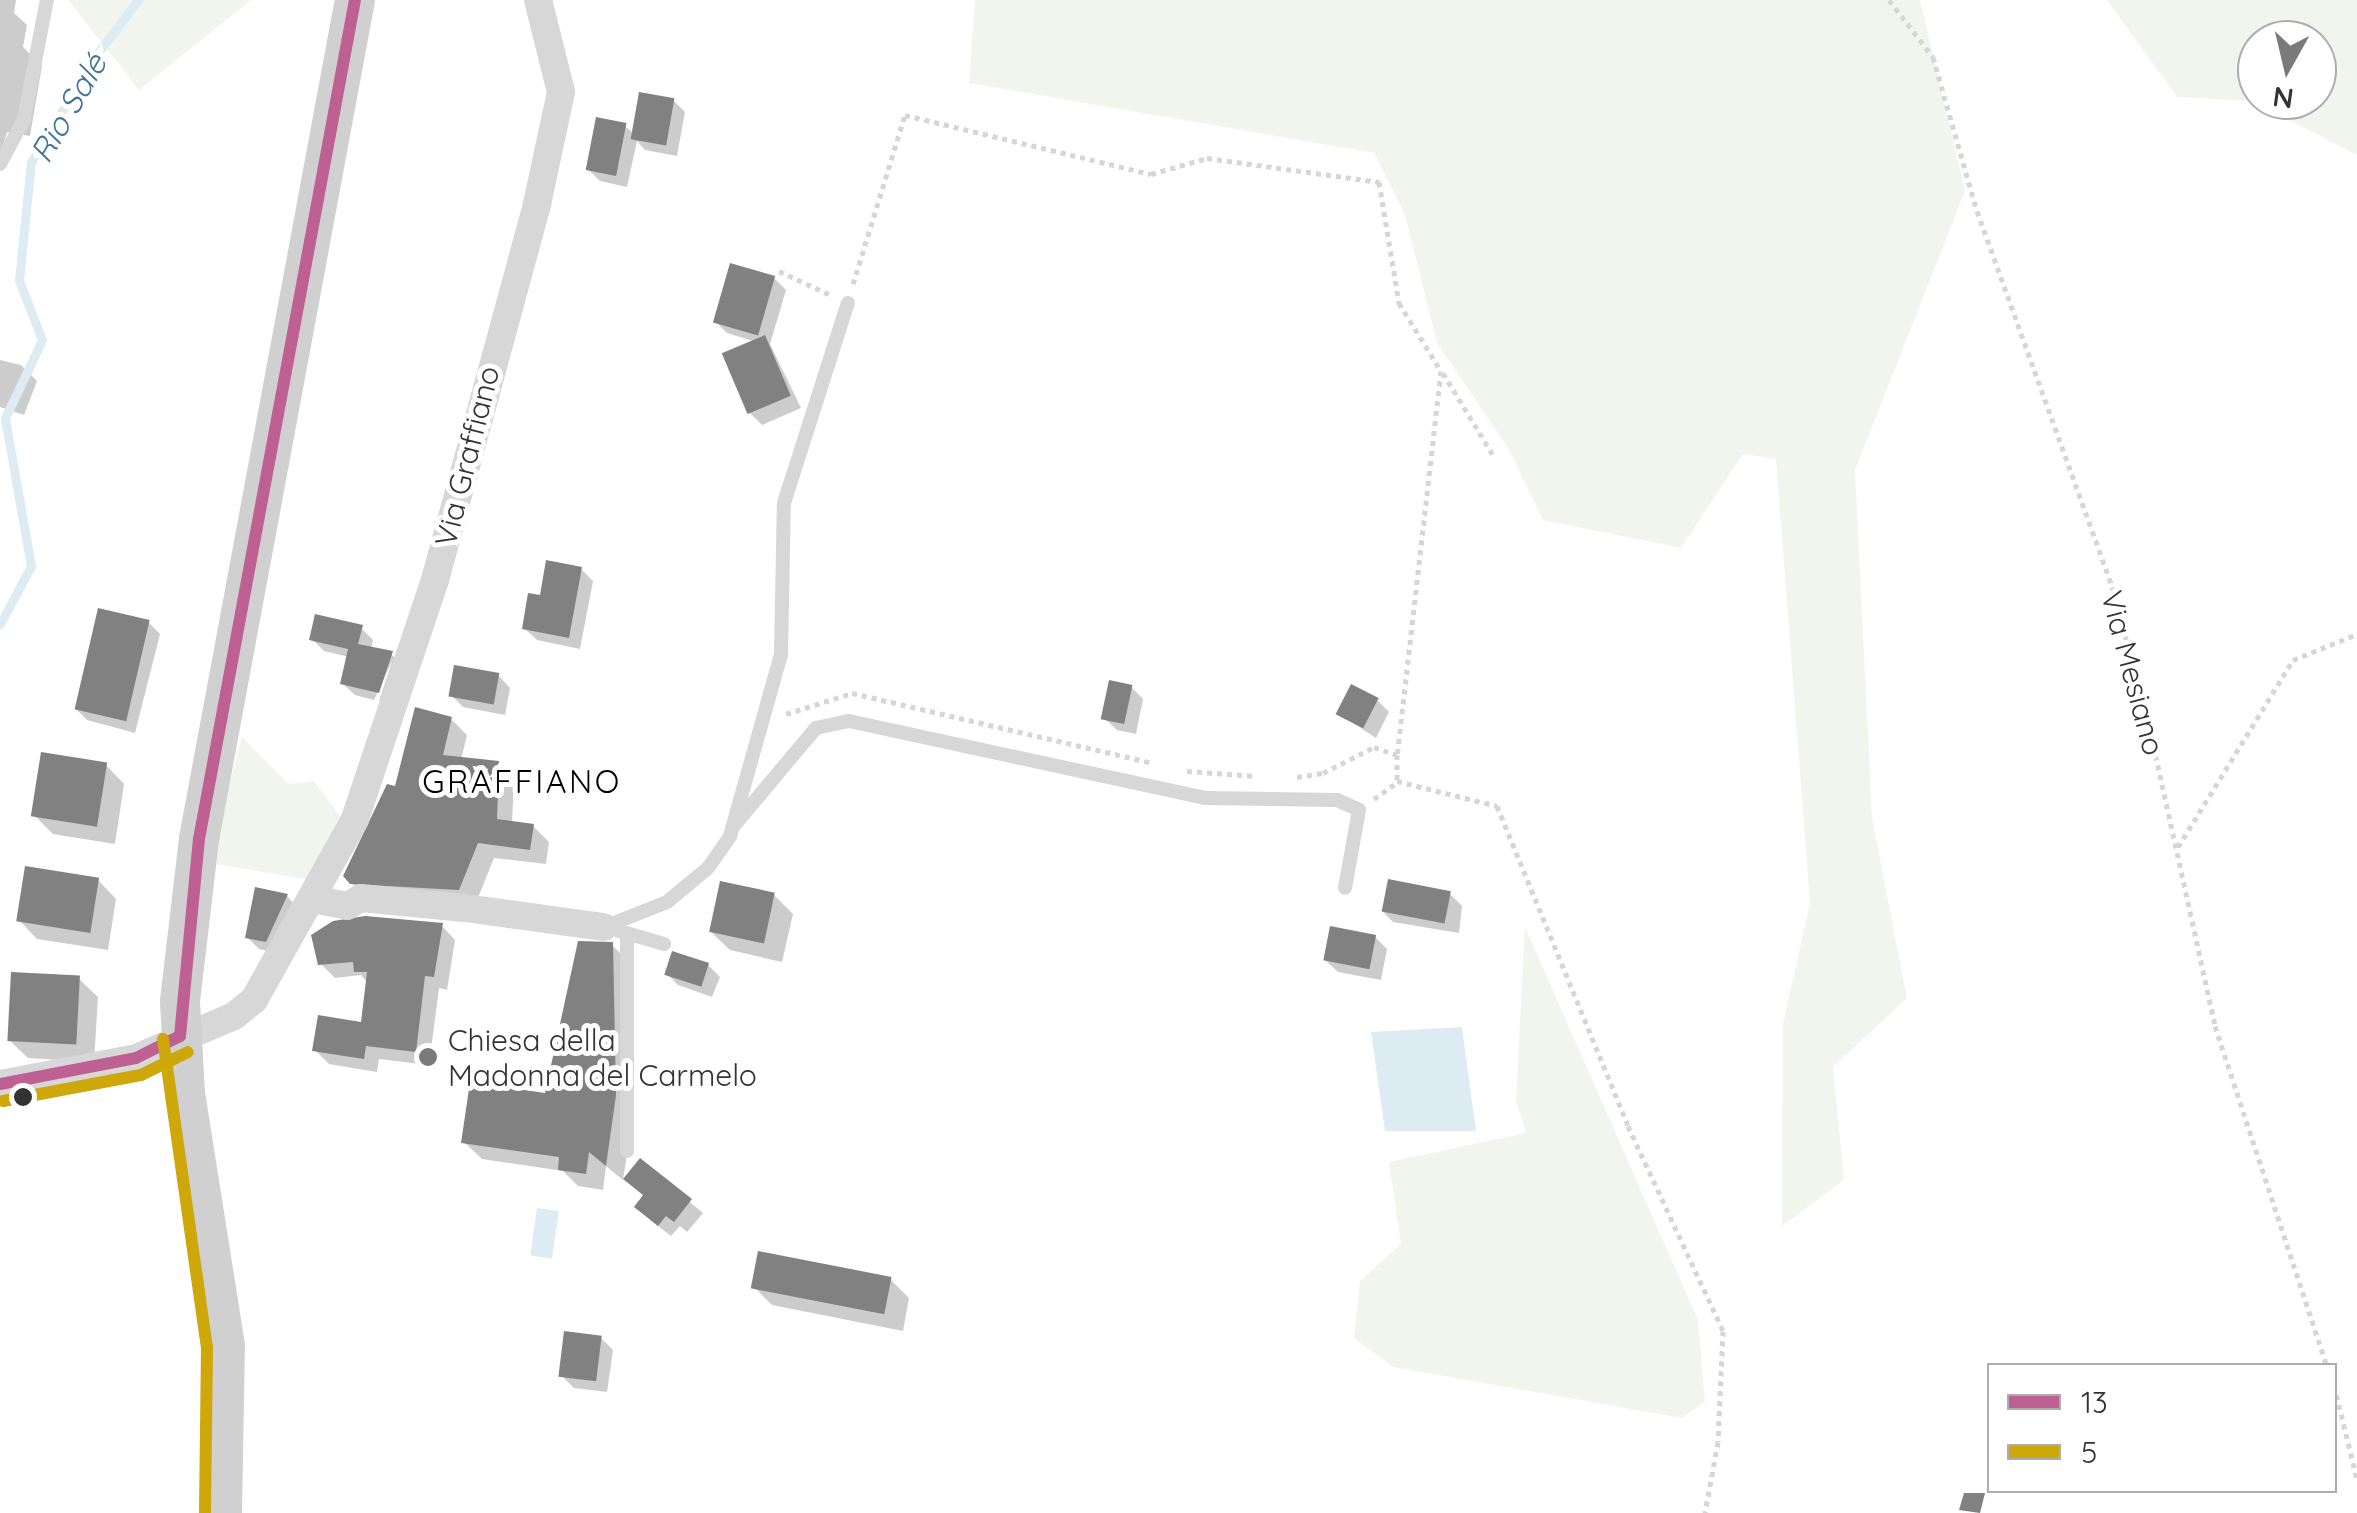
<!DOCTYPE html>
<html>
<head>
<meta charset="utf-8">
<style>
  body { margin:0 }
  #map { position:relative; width:2357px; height:1513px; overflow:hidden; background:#fff; font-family:Quicksand,sans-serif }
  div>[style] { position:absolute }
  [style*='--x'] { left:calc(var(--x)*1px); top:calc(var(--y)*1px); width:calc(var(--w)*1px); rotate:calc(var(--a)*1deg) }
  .green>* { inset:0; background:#f1f5ed }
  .water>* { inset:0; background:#ddebf3; transform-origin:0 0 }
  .shadow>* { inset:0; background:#0003 }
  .stream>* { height:9px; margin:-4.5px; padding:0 4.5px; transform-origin:4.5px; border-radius:4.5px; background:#ddebf3 }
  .building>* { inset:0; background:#818181; transform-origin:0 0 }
  .path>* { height:5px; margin-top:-2.5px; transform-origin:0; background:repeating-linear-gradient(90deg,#d6d6d6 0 5px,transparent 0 10px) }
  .service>* { height:14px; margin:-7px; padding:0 7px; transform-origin:7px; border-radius:7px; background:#d7d7d7 }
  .minor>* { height:28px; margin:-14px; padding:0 14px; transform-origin:14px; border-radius:14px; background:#d7d7d7 }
  .secondary>* { height:40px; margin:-20px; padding:0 20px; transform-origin:20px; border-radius:20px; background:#d0d0d0 }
  .bus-1>* { height:12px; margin:-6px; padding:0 6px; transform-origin:6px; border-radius:6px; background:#bf6092 }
  .bus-2>* { height:12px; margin:-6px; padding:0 6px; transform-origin:6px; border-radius:6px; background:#cea80a }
  .dots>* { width:28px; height:28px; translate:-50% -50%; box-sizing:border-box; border:5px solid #fff; border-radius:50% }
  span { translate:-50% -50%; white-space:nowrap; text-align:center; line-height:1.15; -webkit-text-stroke:10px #fff; paint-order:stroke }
  .street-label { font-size:30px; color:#333 }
  .poi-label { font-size:30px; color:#333 }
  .left { translate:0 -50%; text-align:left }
  .water-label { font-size:32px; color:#3f7597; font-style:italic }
  .neighbourhood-label { font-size:32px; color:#000; letter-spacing:2.5px }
  .legend { position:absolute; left:1987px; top:1363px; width:350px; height:130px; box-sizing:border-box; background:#fff; border:2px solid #adadad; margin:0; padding:12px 18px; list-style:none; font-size:30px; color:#333 }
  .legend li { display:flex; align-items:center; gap:20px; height:50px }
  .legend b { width:50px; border:2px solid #adadad }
  .north { position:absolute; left:2237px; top:20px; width:100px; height:100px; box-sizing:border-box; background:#fff; border:2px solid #adadad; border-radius:50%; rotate:188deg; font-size:28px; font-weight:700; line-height:40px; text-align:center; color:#333 }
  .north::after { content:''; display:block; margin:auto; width:35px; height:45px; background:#7a7a7a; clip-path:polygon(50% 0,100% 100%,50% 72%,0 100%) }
</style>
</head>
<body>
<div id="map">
  <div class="green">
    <div style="clip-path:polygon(68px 0,251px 0,139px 90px)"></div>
    <div style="clip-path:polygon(975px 0,1920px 0,1965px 191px,1855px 470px,1872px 818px,1907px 998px,1833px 1067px,1844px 1180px,1782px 1226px,1783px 1024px,1810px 903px,1776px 459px,1743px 454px,1681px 548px,1543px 520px,1510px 451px,1437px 343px,1405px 215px,1374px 153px,969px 83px)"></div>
    <div style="clip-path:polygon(evenodd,2107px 0,2357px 0,2357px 155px,2253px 101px,2177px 97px,2107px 0,2317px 40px,2317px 100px,2257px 100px,2257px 40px,2317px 40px)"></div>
    <div style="clip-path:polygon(242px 737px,289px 784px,314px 781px,342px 819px,312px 880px,209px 863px)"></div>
    <div style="clip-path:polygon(1525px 927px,1698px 1320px,1705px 1402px,1682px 1418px,1393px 1367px,1354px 1338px,1360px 1281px,1401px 1244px,1389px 1162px,1526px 1133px,1516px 1100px)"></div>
  </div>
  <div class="water">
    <div style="clip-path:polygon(1462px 1027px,1476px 1131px,1385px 1131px,1371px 1032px)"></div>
    <div style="left:537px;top:1208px;width:22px;height:48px;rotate:8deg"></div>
  </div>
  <div class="shadow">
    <div style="clip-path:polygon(0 0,16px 0,14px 13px,27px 25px,23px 47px,42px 66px,30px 136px,7px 132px,0 157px)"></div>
    <div style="clip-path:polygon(673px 100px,685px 112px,677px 156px,645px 150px,637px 141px,627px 187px,600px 181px,588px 169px,625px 126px,634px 134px)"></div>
    <div style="clip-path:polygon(774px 278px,786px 290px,770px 344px,801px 408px,762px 425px,750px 413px,756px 342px,727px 333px,715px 321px)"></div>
    <div style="clip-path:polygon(0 360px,21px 365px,37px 381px,24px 415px,0 407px)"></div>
    <div style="clip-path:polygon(581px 569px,593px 581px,580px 649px,537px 640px,524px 628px,542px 598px)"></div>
    <div style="clip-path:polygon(148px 622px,160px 634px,135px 733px,87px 720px,75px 708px)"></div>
    <div style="clip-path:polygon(361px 628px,373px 640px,371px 649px,391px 654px,403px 666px,391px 703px,379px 701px,393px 659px,374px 700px,355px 695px,342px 683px,349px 657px,324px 651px,312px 639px)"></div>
    <div style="clip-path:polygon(498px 675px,510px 688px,505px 715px,463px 707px,451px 695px)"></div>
    <div style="clip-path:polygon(1131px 687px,1143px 699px,1136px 734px,1117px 730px,1104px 718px)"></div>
    <div style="clip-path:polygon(1377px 700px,1389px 712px,1376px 738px,1339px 714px)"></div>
    <div style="clip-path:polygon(451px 719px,467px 735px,461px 760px,498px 764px,514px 780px,512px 823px,533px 826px,549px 842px,546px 864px,494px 858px,475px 905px,368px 899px,352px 883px,397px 789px)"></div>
    <div style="clip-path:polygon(106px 765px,124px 784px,115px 844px,53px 834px,34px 815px)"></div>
    <div style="clip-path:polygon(98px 880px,116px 899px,108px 950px,37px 939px,19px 920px)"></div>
    <div style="clip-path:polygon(1450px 894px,1462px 906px,1459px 933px,1393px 922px,1381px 910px)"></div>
    <div style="clip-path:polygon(774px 895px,793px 914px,782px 962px,730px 950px,711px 932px)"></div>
    <div style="clip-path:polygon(287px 896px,298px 908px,278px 953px,259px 949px,247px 937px)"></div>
    <div style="clip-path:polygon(442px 926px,455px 940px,447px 990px,439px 988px,429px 1065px,379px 1059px,377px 1072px,329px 1064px,315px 1050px,363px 1025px,368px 983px,361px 975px,335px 978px,321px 964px)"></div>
    <div style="clip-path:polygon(1375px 937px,1387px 949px,1381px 980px,1338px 972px,1325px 960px)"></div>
    <div style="clip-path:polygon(611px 944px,629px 962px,633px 1114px,623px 1180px,606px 1166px,603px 1190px,578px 1186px,563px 1171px,482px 1159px,464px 1142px,547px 1096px)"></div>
    <div style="clip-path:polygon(708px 965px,720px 977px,712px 997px,678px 985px,666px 973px)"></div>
    <div style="clip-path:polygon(79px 979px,98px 997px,94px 1062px,28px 1058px,9px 1040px)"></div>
    <div style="clip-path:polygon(640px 1161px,703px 1213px,687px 1232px,680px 1226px,671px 1236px,649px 1219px)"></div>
    <div style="clip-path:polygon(890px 1279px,909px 1298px,903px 1331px,772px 1305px,754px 1287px)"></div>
    <div style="clip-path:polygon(601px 1338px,613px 1350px,607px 1392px,574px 1388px,562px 1376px)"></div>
  </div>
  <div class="stream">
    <div style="--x:0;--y:624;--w:66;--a:-61.9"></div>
    <div style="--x:31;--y:566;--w:150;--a:-100"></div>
    <div style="--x:5;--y:418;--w:86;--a:-64.6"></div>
    <div style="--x:42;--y:340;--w:64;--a:-111"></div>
    <div style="--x:19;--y:280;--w:119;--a:-84.2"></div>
    <div style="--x:31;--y:162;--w:122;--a:-58.8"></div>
    <div style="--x:94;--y:58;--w:73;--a:-52.8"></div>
  </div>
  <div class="building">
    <div style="left:639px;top:92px;width:36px;height:48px;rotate:10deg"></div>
    <div style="left:596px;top:117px;width:31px;height:54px;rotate:11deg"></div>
    <div style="left:730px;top:263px;width:47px;height:62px;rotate:16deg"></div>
    <div style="left:765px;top:335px;width:66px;height:47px;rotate:67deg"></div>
    <div style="clip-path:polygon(546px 560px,582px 567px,569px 638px,522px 629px,528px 593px,540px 595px)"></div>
    <div style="left:98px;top:608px;width:53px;height:104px;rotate:13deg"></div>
    <div style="clip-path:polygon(315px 614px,363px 625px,358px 644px,393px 651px,379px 693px,340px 684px,348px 649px,309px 640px)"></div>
    <div style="left:454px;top:665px;width:46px;height:32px;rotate:10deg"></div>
    <div style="left:1109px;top:680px;width:24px;height:40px;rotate:12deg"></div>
    <div style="left:1351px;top:684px;width:31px;height:34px;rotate:27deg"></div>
    <div style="clip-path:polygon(415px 707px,452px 717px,443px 755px,499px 761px,497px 819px,534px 824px,530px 850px,478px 843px,459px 890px,350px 884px,343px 876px,387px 784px,395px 786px)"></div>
    <div style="left:41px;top:752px;width:67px;height:65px;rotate:9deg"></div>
    <div style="left:25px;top:866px;width:75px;height:56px;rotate:9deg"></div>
    <div style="left:1388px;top:879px;width:64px;height:33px;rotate:11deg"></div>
    <div style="left:720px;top:881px;width:56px;height:52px;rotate:12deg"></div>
    <div style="clip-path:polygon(255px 887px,288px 894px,266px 942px,245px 938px)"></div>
    <div style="clip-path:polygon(365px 916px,443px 923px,434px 977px,425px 976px,416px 1052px,366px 1046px,364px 1059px,312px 1051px,318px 1015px,361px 1022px,367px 972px,354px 972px,353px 962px,318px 965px,311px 935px,333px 921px)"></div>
    <div style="left:1330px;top:926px;width:47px;height:35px;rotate:11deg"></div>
    <div style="clip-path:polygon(578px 941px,613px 942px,616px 1095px,606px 1166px,589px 1152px,586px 1174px,558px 1170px,559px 1157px,461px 1143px,470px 1082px,545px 1093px)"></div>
    <div style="left:672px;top:951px;width:39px;height:25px;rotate:18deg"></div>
    <div style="left:11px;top:972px;width:69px;height:69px;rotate:3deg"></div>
    <div style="clip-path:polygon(640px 1158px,692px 1199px,674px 1222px,666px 1216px,658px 1226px,634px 1207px,643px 1195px,623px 1179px)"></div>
    <div style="left:758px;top:1251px;width:136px;height:38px;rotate:11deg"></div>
    <div style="left:564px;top:1331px;width:38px;height:46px;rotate:7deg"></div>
    <div style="clip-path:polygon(1964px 1493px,1985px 1493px,1980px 1513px,1959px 1510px)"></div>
  </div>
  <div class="path">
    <div style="--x:1889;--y:0;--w:72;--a:52.3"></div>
    <div style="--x:1933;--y:57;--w:160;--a:74.1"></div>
    <div style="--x:1977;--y:211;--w:400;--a:70.2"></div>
    <div style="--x:2112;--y:587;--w:134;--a:74.8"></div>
    <div style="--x:2147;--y:716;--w:317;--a:77.6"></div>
    <div style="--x:2215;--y:1026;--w:358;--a:71.8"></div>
    <div style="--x:779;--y:271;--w:60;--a:24.8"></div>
    <div style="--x:853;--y:284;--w:177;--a:-72.9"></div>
    <div style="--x:905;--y:115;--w:253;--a:13.5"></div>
    <div style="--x:1151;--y:174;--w:58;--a:-15.9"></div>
    <div style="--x:1207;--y:158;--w:174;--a:7.9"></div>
    <div style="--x:1379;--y:182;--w:123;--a:80.6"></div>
    <div style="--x:1399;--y:303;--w:80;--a:58.3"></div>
    <div style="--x:1441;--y:371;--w:387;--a:96.5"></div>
    <div style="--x:1443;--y:373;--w:96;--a:58.6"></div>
    <div style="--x:786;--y:714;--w:69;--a:-17.7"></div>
    <div style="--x:852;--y:693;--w:308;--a:13.1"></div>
    <div style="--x:1187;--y:771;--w:69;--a:4.1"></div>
    <div style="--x:1297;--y:777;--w:26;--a:-9"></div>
    <div style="--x:1323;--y:773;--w:57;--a:-27"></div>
    <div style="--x:1374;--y:747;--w:24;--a:19"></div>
    <div style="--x:1397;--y:755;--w:26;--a:90"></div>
    <div style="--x:1397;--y:781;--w:103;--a:14"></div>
    <div style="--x:1497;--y:806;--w:346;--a:67.7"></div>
    <div style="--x:1628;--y:1126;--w:226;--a:65.1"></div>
    <div style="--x:1723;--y:1331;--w:111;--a:92.6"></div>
    <div style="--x:1718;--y:1442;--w:72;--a:100.4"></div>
    <div style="--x:1374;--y:799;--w:29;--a:-36"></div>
    <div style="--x:2178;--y:847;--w:220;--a:-58.4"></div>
    <div style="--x:2293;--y:660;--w:69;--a:-22.1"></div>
    <div style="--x:2334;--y:1385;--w:97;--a:76.3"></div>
  </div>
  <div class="service">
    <div style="--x:0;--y:164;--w:51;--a:-61.9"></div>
    <div style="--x:24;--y:119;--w:121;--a:-79.1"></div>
    <div style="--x:732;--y:828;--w:131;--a:-50"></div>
    <div style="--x:816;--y:728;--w:34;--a:-12"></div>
    <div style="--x:849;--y:721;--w:364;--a:12.2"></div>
    <div style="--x:1205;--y:798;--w:132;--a:0.9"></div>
    <div style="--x:1337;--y:800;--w:24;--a:24"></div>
    <div style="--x:1359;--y:810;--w:79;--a:100.2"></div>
    <div style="--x:604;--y:927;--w:68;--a:-21.6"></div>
    <div style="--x:667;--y:902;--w:53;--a:-39.7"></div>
    <div style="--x:708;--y:868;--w:39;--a:-55"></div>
    <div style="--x:730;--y:836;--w:189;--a:-74.3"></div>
    <div style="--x:781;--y:654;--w:151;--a:-88.9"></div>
    <div style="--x:784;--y:503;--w:210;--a:-72.3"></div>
    <div style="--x:619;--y:931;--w:47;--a:16.1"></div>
    <div style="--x:627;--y:933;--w:218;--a:90"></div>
  </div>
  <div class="minor">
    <div style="--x:312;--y:899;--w:36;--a:11"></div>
    <div style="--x:347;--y:906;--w:16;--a:-30"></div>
    <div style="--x:361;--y:898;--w:104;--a:5.5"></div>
    <div style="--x:465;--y:908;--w:140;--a:7.8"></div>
    <div style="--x:0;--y:1084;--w:138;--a:-10.8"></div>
    <div style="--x:136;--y:1058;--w:107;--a:-23.2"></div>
    <div style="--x:234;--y:1016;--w:26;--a:-39"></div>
    <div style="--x:254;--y:1000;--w:207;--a:-60.8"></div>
    <div style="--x:355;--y:819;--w:252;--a:-71.5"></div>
    <div style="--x:435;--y:580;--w:390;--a:-74.8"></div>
    <div style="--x:537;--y:204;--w:115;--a:-77.9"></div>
    <div style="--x:561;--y:92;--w:95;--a:-104"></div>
  </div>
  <div class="secondary">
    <div style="--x:222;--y:1513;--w:167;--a:-89"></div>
    <div style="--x:225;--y:1346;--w:255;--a:-99"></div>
    <div style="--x:185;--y:1094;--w:93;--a:-93.1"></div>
    <div style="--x:180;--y:1001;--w:163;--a:-83.3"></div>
    <div style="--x:199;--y:839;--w:853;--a:-79.47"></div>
  </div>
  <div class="bus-1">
    <div style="--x:180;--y:1036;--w:198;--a:-84.5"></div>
    <div style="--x:199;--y:839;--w:853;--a:-79.47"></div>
    <div style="--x:0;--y:1084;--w:138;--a:-10.8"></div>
    <div style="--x:136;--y:1058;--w:49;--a:-26.6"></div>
  </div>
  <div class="bus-2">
    <div style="--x:163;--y:1039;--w:311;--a:81.9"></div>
    <div style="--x:207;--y:1347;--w:166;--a:90.7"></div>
    <div style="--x:3;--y:1101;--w:140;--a:-10.7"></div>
    <div style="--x:141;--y:1075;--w:52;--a:-26.1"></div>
  </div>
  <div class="dots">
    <div style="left:428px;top:1057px;background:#7a7a7a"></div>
    <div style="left:23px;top:1097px;background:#333"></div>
  </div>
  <div class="street-label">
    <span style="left:467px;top:456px;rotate:-76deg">Via Graffiano</span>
    <span style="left:2133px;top:673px;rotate:75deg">Via Mesiano</span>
  </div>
  <div class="poi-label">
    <span class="left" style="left:448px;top:1057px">Chiesa della<br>Madonna del Carmelo</span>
  </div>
  <div class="water-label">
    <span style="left:68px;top:108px;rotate:-60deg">Rio Salé</span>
  </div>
  <div class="neighbourhood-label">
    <span style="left:522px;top:781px">GRAFFIANO</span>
  </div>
  <ul class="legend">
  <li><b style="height:12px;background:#bf6092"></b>13</li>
  <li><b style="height:12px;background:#cea80a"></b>5</li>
  </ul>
  <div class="north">N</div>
</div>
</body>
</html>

^^^^^^^^^^^^^^^^

# [ASSIGNMENT]
Go through the records above and, whenever a line includes the word "service", copy it.

# [WRITTEN RESPONSE]
  .service>* { height:14px; margin:-7px; padding:0 7px; transform-origin:7px; border-radius:7px; background:#d7d7d7 }
  <div class="service">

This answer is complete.